I was impressed with the intimate relationship you seem to have with Shakespeare’s works. Where did that come from? Have you always loved his plays and sonnets?

Much of the book is told from Mona’s perspective. I thought you captured an aging actress perfectly, describing her journey from landing younger roles to those that usually go to older performers. Is she based on someone you know?

What are your thoughts about how you chose to write about a #MeToo experience? While the way you conveyed Vanessa’s experience certainly showed how dramatically – and negatively – a woman could be impacted by the propositions of a powerful boss, Mona’s reactions to Milton’s advances portray him in a more forgiving light (in fact, it caused a lot of friction between Mona and her niece Rachel). How did your readers react to this more balanced approach?

Hi Kim. I think I’d like to amalgamate my reply to this question and to your next question in one response. Shakespeare came to me as a revelation in my early forties. I had read a few Shakespearean plays in high school – I remember writing an essay on the symbolism of Othello’s handkerchief – and then again in college I took a year-long survey course, from which my chief memory is attempting to read a dozen of the plays in a single night in preparation for the final exam. Needless to say, this was not a great success, and very little Shakespeare stuck with me in later life.

Then came John Barton and his Playing Shakespeare series on YouTube. If the before-Barton Shakespeare was black and white, the after-Barton Shakespeare was technicolor. If you’ve ever wondered (perhaps a little timidly or abashedly) just what the excitement is about Shakespeare, then may I suggest stopping reading this interview and spending the next nine hours watching John Barton and his actors? I’ll wait.

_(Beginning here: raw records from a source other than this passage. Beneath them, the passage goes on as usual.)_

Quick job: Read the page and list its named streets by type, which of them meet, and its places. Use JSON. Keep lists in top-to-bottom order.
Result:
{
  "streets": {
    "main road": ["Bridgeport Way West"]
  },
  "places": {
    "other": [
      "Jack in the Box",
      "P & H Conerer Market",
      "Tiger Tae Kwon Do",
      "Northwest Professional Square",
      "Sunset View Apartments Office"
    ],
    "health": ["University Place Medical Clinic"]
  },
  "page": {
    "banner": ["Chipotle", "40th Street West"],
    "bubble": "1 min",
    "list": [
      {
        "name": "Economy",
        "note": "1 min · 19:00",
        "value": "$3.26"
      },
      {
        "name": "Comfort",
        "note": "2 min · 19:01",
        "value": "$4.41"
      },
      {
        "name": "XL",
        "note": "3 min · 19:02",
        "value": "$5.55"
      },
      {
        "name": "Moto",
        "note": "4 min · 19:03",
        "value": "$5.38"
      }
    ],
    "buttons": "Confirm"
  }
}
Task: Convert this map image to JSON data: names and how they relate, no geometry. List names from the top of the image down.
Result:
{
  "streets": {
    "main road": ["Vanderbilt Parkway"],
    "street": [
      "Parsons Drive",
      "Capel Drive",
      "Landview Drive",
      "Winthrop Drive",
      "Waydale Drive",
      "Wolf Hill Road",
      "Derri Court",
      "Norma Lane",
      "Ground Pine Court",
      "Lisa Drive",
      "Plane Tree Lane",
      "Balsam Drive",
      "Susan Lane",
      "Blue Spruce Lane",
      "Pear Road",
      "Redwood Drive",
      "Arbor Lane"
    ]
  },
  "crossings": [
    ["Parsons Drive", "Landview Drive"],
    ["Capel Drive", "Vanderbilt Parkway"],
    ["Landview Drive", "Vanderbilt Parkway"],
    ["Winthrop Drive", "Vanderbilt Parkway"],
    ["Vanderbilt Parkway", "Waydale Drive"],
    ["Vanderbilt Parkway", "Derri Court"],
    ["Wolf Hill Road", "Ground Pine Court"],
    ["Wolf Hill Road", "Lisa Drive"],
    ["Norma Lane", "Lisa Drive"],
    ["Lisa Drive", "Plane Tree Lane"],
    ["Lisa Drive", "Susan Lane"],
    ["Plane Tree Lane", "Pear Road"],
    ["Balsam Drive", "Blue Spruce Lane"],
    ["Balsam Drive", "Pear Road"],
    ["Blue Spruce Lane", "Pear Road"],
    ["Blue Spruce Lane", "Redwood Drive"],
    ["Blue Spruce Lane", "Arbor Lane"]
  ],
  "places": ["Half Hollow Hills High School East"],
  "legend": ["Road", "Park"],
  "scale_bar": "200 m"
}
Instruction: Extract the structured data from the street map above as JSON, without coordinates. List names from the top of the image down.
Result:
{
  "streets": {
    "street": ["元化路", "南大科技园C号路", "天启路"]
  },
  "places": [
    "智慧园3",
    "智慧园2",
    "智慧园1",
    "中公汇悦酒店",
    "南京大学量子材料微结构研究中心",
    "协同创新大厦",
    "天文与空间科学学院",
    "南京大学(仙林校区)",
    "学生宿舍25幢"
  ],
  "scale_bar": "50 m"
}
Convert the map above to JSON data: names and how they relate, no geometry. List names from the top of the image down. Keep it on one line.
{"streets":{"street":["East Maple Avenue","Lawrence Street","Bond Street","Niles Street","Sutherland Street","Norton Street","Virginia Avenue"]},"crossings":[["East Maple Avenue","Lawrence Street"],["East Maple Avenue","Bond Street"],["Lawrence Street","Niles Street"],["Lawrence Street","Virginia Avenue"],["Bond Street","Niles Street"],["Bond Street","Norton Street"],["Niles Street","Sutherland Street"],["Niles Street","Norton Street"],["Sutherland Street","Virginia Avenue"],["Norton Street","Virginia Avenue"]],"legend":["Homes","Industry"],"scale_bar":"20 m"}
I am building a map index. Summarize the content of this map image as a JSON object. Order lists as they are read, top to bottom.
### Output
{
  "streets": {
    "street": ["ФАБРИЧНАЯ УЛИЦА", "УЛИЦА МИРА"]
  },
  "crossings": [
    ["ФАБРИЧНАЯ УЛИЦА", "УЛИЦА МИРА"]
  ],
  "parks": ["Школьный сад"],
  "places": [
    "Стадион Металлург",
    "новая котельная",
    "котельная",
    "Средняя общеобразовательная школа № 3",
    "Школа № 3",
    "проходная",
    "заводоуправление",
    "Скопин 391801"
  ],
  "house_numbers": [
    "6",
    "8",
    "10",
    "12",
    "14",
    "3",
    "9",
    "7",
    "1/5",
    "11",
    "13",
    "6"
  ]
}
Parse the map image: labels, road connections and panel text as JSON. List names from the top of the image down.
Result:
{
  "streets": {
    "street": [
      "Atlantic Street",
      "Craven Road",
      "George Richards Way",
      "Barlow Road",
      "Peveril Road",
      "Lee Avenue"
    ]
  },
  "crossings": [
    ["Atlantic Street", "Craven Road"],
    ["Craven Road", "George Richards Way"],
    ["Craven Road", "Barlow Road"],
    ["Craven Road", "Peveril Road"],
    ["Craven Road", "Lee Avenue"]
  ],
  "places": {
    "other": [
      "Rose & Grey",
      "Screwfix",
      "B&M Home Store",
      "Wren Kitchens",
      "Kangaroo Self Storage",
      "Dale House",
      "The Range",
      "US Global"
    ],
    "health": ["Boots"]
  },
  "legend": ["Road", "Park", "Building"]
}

I presume now that nine hours have passed. I’ve just been sitting here. I’m supposing that you have just watched all nine hours of John Barton and his Playing Shakespeare; you might well have watched it twice. So now, I am supposing also, you are on fire with those actors, all of them so young and beautiful; you have Shakespearean verse on the tongue; you are mad to talk about the plays, the characters, the poetry. You have thoughts on meter and rhyme, irony, and ambiguity. You might well feel, if you are anything like me, that those nine hours were an introduction not just to Shakespeare but to the art of acting; not just the art of acting but to Art itself. You want to collar your spouse, your mother, your dog and shout at them: I get it now.

Now if you are anything like me – and who would ever write a novel supposing the reader to be different? – you will begin to spend hours fantasizing about a Shakespearean company of your own. This was very fun. I had a notebook and no clear idea for a novel; I just wanted to be in the company of other human beings–albeit imaginary ones–as excited about the same things as I was. I wanted to be around people who thought hours and hours about just where to breathe in certain speeches of Shakespeare, and what Hamlet really meant when said, “Words, words, words.”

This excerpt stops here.